• **Records from a dataset**

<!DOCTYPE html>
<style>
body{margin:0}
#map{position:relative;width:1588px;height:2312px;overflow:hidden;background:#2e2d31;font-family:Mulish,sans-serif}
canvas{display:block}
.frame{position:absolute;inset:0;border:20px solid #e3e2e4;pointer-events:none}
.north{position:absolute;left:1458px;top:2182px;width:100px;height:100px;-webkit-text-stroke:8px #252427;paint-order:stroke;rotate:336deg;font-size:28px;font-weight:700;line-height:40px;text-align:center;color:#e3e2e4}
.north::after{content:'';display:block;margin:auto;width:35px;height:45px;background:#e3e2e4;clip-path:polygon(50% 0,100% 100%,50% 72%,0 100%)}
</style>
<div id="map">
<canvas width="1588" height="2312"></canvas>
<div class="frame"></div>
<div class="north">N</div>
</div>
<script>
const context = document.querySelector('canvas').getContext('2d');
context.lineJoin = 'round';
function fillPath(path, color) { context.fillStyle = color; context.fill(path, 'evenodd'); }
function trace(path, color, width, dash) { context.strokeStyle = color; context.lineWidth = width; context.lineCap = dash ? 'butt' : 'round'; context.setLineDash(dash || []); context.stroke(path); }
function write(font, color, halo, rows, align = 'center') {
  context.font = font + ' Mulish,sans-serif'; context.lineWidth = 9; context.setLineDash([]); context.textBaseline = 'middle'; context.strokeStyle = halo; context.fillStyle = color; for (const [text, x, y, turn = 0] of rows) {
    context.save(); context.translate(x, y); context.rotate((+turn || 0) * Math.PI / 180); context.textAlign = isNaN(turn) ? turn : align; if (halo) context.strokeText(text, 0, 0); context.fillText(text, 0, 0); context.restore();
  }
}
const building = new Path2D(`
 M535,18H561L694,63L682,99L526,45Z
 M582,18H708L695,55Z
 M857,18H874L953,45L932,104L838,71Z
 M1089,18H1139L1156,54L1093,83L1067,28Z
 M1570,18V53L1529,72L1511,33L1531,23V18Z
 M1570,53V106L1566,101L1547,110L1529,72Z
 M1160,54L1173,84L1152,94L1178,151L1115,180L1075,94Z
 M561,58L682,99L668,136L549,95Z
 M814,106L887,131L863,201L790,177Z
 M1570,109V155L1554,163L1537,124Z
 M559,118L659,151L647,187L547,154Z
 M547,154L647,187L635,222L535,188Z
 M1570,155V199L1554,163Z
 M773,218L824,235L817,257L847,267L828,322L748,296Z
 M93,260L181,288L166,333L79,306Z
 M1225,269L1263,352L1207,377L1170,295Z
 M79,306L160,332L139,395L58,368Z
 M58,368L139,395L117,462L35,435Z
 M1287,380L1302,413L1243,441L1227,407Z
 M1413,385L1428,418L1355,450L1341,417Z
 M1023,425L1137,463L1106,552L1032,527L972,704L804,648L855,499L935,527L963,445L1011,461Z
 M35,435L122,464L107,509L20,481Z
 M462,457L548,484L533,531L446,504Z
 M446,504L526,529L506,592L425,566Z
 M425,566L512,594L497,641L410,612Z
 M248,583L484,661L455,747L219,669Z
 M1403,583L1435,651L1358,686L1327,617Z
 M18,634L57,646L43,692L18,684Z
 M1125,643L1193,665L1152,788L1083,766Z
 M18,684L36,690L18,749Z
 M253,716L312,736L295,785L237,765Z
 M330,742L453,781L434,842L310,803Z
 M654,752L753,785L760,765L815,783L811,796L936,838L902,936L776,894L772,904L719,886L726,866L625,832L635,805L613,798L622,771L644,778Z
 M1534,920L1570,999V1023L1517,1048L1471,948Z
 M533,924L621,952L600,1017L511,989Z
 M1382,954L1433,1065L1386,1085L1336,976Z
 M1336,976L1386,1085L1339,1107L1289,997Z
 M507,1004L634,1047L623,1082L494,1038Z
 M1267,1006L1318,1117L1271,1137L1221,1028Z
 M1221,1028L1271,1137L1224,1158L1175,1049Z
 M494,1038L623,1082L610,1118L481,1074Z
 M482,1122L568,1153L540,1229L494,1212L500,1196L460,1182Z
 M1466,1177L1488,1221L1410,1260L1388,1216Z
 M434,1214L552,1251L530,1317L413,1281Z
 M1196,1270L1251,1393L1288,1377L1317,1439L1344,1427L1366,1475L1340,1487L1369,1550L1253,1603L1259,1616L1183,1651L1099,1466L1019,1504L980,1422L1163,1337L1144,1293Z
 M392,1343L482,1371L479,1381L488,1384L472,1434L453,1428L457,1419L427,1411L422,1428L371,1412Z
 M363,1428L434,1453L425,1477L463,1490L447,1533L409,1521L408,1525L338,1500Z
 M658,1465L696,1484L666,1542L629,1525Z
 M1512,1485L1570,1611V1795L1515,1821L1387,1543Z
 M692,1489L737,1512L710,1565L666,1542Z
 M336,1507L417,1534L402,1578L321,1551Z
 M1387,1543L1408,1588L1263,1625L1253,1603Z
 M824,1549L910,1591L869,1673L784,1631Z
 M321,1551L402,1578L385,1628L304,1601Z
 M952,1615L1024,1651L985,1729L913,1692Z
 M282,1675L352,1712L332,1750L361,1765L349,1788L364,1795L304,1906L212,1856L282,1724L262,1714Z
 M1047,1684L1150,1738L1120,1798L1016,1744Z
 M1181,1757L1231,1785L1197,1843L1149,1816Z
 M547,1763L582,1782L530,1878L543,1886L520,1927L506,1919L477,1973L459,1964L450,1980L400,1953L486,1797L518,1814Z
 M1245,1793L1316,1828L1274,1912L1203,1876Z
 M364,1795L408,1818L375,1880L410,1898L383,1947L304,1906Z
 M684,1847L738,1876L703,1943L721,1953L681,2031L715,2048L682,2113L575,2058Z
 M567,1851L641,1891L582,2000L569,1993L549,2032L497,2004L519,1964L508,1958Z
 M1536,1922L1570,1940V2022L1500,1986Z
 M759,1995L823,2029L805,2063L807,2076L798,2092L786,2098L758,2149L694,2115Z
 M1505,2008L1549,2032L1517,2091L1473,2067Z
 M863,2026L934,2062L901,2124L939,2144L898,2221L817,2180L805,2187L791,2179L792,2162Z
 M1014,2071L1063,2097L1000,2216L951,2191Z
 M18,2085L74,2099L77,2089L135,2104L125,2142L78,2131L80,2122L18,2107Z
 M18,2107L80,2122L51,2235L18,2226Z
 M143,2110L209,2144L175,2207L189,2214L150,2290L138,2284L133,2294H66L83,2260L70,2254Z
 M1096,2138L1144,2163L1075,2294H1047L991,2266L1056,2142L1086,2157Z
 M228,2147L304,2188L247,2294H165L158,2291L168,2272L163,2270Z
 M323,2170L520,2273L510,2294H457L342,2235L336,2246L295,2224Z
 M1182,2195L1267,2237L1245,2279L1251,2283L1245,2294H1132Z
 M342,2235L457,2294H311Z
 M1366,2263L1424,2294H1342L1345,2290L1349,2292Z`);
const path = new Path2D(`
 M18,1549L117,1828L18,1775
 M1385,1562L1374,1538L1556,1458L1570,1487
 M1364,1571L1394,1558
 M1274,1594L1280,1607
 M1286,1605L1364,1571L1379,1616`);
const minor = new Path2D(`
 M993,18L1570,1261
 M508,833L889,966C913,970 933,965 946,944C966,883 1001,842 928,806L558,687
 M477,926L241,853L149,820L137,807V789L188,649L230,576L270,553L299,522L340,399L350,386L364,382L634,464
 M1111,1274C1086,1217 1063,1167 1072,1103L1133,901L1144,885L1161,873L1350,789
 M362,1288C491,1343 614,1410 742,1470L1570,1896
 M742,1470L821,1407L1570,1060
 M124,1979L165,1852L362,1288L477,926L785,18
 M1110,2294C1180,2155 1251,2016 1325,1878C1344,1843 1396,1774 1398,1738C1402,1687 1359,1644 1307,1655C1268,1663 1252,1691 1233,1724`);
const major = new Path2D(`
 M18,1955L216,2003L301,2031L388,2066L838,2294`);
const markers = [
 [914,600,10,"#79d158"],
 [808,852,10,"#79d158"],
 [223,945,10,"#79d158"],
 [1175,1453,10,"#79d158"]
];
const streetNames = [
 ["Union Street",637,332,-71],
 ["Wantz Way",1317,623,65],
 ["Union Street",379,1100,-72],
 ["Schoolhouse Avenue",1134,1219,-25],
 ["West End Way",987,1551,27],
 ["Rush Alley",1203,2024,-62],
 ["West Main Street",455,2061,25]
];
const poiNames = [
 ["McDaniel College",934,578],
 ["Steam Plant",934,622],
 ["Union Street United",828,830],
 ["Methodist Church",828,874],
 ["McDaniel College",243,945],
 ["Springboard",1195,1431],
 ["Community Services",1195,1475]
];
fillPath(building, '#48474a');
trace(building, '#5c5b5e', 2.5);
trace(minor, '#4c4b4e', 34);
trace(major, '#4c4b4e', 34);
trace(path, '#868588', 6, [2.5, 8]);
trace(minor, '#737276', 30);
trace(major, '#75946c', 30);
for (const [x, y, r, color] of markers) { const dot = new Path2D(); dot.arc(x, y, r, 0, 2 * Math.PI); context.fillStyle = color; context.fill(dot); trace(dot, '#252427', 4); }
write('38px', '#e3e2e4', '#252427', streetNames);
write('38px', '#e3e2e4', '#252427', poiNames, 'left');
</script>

• **Task directions**
Return, unchanged, the run of lines above that opens with the line containing "M1221,1028L1271,1137L1224,1158L1175,1049Z" and closes with the line containing "M1385,1562L1374,1538L1556,1458L1570,1487". Include both.

• **Exercise response**
 M1221,1028L1271,1137L1224,1158L1175,1049Z
 M494,1038L623,1082L610,1118L481,1074Z
 M482,1122L568,1153L540,1229L494,1212L500,1196L460,1182Z
 M1466,1177L1488,1221L1410,1260L1388,1216Z
 M434,1214L552,1251L530,1317L413,1281Z
 M1196,1270L1251,1393L1288,1377L1317,1439L1344,1427L1366,1475L1340,1487L1369,1550L1253,1603L1259,1616L1183,1651L1099,1466L1019,1504L980,1422L1163,1337L1144,1293Z
 M392,1343L482,1371L479,1381L488,1384L472,1434L453,1428L457,1419L427,1411L422,1428L371,1412Z
 M363,1428L434,1453L425,1477L463,1490L447,1533L409,1521L408,1525L338,1500Z
 M658,1465L696,1484L666,1542L629,1525Z
 M1512,1485L1570,1611V1795L1515,1821L1387,1543Z
 M692,1489L737,1512L710,1565L666,1542Z
 M336,1507L417,1534L402,1578L321,1551Z
 M1387,1543L1408,1588L1263,1625L1253,1603Z
 M824,1549L910,1591L869,1673L784,1631Z
 M321,1551L402,1578L385,1628L304,1601Z
 M952,1615L1024,1651L985,1729L913,1692Z
 M282,1675L352,1712L332,1750L361,1765L349,1788L364,1795L304,1906L212,1856L282,1724L262,1714Z
 M1047,1684L1150,1738L1120,1798L1016,1744Z
 M1181,1757L1231,1785L1197,1843L1149,1816Z
 M547,1763L582,1782L530,1878L543,1886L520,1927L506,1919L477,1973L459,1964L450,1980L400,1953L486,1797L518,1814Z
 M1245,1793L1316,1828L1274,1912L1203,1876Z
 M364,1795L408,1818L375,1880L410,1898L383,1947L304,1906Z
 M684,1847L738,1876L703,1943L721,1953L681,2031L715,2048L682,2113L575,2058Z
 M567,1851L641,1891L582,2000L569,1993L549,2032L497,2004L519,1964L508,1958Z
 M1536,1922L1570,1940V2022L1500,1986Z
 M759,1995L823,2029L805,2063L807,2076L798,2092L786,2098L758,2149L694,2115Z
 M1505,2008L1549,2032L1517,2091L1473,2067Z
 M863,2026L934,2062L901,2124L939,2144L898,2221L817,2180L805,2187L791,2179L792,2162Z
 M1014,2071L1063,2097L1000,2216L951,2191Z
 M18,2085L74,2099L77,2089L135,2104L125,2142L78,2131L80,2122L18,2107Z
 M18,2107L80,2122L51,2235L18,2226Z
 M143,2110L209,2144L175,2207L189,2214L150,2290L138,2284L133,2294H66L83,2260L70,2254Z
 M1096,2138L1144,2163L1075,2294H1047L991,2266L1056,2142L1086,2157Z
 M228,2147L304,2188L247,2294H165L158,2291L168,2272L163,2270Z
 M323,2170L520,2273L510,2294H457L342,2235L336,2246L295,2224Z
 M1182,2195L1267,2237L1245,2279L1251,2283L1245,2294H1132Z
 M342,2235L457,2294H311Z
 M1366,2263L1424,2294H1342L1345,2290L1349,2292Z`);
const path = new Path2D(`
 M18,1549L117,1828L18,1775
 M1385,1562L1374,1538L1556,1458L1570,1487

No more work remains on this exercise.